Overuse of de-icing salt by Madison business

Contamination by salt has been steadily increasing in our lakes, groundwater, and drinking water. Several of Madison's wells already show levels of salt that cause concern.   The levels of salt we're already seeing in lakes and streams are enough to kill aquatic life.

West Washington Av.

By salt, I mean rock salt used on streets and sidewalks--NaCl. When refined, we call it "table salt."

Since 1973, the City has been working hard to reduce the amount of salt used on city streets--but despite improvements in equipment and methods, salt use has increased significantly.

Salt overuse is hard to control, because on the pavement of private malls and businesses, there are no legal limits to salt.  And if a little seems like a good idea, why not spread more?!
Madison's Committee on the Environment made a rough estimate of  amounts of salt used by business.  Their conclusion:  Salt was being spread at about twice the amount spread on city streets, in terms of pounds per acre.   Studies from other cities likewise show that private areas contribute a significant portion of the salt that winds up in lakes and wells.

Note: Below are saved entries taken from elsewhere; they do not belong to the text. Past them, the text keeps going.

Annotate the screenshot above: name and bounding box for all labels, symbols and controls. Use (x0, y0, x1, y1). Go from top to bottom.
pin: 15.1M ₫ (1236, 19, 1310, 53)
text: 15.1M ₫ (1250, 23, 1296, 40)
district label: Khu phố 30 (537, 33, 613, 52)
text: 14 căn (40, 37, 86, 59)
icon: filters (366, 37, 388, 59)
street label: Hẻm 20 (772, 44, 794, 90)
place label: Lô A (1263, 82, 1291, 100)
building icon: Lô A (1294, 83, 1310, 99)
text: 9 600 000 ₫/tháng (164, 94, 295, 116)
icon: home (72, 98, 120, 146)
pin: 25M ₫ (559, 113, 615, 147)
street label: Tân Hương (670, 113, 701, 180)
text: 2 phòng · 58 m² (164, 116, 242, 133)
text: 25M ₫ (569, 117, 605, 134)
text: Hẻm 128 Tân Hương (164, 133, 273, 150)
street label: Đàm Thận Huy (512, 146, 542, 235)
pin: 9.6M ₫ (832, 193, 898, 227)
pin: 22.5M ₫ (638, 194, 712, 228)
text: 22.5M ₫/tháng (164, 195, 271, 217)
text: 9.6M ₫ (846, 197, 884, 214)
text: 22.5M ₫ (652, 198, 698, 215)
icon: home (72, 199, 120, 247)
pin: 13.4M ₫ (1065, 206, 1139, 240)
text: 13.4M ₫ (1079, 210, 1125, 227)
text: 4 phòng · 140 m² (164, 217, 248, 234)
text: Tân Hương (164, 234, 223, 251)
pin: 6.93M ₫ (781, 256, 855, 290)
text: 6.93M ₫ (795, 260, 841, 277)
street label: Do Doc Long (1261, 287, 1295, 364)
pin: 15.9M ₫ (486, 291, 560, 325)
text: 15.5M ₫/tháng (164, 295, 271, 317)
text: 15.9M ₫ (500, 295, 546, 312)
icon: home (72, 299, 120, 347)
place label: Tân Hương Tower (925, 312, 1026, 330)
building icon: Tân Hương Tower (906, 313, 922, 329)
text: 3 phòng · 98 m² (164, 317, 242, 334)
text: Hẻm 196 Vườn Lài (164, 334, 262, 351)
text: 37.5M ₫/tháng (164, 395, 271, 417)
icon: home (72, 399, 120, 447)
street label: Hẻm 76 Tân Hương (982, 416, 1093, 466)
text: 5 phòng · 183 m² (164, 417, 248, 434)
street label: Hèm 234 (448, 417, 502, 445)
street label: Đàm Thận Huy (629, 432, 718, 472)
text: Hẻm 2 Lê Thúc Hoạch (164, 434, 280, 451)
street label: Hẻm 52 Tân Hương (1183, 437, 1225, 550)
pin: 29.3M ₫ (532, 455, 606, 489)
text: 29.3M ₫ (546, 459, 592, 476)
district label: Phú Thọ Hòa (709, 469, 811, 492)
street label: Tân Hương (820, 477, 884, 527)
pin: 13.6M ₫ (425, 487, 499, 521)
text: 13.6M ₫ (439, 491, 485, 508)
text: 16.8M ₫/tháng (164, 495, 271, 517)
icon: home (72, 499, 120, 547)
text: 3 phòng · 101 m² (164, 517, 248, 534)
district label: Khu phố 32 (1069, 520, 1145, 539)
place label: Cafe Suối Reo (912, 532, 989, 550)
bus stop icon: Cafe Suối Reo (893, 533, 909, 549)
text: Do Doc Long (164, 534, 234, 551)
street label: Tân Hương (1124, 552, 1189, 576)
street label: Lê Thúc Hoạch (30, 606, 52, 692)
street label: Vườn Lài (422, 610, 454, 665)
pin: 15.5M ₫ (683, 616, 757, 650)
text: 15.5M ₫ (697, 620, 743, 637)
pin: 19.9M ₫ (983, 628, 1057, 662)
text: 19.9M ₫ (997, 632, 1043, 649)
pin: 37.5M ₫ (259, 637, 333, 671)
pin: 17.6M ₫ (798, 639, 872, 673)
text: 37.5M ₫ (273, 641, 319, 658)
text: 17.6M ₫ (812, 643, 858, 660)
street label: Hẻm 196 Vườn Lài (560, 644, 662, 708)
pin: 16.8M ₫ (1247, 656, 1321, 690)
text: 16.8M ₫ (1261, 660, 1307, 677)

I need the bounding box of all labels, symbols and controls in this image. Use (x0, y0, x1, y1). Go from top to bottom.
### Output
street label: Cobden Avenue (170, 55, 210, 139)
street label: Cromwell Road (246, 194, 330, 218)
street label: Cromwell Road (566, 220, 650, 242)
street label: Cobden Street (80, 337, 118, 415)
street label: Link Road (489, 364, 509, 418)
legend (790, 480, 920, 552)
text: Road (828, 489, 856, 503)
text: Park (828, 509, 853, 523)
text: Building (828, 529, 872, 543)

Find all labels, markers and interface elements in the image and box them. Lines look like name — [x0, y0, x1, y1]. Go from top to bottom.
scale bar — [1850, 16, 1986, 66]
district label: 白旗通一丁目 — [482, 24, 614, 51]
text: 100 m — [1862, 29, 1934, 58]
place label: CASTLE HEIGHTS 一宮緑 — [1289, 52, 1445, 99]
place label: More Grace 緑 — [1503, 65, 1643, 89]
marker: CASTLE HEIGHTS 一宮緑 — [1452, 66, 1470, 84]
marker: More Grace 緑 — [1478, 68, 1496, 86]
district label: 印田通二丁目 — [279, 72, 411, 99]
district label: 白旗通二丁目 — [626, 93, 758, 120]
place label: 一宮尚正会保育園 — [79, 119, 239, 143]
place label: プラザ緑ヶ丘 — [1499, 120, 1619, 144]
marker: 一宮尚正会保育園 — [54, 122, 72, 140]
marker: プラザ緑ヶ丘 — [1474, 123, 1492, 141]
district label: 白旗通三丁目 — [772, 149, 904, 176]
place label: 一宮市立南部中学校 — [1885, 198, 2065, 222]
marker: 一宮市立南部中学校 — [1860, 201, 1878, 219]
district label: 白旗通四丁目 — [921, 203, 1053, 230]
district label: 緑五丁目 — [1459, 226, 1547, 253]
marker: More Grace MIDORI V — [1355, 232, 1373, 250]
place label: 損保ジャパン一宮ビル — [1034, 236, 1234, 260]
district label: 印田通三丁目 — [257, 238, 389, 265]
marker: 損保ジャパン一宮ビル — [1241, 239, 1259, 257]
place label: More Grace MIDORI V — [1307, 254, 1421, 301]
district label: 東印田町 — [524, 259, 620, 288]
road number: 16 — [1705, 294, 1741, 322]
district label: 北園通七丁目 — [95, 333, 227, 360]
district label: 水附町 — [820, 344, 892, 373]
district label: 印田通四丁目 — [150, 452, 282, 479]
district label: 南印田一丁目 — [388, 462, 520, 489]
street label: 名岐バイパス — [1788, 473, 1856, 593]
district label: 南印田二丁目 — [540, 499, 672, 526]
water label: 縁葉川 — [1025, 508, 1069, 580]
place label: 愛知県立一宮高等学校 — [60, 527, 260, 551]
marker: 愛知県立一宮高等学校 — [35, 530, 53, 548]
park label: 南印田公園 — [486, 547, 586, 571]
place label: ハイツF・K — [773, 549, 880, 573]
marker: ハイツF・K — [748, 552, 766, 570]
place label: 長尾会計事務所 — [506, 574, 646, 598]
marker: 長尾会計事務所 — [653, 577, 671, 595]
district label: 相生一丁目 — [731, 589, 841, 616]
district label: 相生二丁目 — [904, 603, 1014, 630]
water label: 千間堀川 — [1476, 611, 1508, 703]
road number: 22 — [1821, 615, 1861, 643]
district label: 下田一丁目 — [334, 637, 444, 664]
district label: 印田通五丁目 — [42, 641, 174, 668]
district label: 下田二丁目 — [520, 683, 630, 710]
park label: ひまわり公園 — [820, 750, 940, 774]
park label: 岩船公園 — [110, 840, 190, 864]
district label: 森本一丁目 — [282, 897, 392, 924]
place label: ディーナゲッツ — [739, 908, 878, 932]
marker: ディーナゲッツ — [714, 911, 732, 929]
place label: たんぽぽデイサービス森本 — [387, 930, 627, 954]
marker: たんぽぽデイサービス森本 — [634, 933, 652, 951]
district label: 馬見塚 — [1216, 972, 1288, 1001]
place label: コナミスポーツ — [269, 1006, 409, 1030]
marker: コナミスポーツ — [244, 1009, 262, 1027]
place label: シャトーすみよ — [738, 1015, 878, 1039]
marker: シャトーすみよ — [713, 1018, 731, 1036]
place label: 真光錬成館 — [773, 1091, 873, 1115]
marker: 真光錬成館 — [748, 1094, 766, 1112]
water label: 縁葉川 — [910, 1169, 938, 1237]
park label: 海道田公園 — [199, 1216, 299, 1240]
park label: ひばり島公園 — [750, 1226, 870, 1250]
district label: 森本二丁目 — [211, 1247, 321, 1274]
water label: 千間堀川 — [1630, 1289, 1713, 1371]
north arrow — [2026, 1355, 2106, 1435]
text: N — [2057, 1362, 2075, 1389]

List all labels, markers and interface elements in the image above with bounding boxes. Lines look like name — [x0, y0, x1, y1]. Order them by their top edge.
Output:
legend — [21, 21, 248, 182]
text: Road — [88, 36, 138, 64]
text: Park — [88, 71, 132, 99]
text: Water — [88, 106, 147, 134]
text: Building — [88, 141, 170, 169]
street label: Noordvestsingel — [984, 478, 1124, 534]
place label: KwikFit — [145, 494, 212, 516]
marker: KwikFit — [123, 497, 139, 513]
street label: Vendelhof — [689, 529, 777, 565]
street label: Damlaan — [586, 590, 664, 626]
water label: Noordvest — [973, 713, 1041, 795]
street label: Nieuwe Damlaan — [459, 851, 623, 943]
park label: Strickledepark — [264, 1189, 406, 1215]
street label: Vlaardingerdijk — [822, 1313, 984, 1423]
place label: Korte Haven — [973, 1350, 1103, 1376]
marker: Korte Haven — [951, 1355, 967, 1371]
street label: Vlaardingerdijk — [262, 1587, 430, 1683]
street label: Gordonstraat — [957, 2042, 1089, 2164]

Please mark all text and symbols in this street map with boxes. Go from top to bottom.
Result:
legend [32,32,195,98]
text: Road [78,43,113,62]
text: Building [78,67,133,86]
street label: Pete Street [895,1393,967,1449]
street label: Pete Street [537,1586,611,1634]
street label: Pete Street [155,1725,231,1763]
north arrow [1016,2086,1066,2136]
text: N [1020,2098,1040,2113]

A drive-through survey of Madison's West Side 

I surveyed mostly within an area bounded on three sides by Sequoya Commons, Hilldale Mall, and West Towne Mall.  Driving through them, I could quickly determine whether excess salt had been spread--and I took photos where I saw substantial amounts of salt.  I surveyed after two storms:

Storm 1:   A wet, sticky snowfall of several inches.  Some of the wet snow turned to ice that lasted for a few days.  I surveyed a few days later (March 14), after it warmed and the snow melted,  leaving the salt easy to see.
Storm 2:  There was light snow, followed by a minor ice storm overnight.  There was thin ice on the pavement next morning, but temperatures rose above freezing and it rapidly melted by about 9:00 am. I surveyed on March 24.

Between Storms 1 and 2, there were several days of substantial rain, at least 1.5 inches.  This was enough to wash away most or all of the salt from the first storm, so that it wasn't counted with the salt spread after Storm 2.

Results of the survey

You can get a meaningful impression from a drive-through.  There is always the chance for one accidental spill of salt--but where I saw overuse of salt, it was consistent.  If a business was overusing salt, the excess was repeated throughout their area.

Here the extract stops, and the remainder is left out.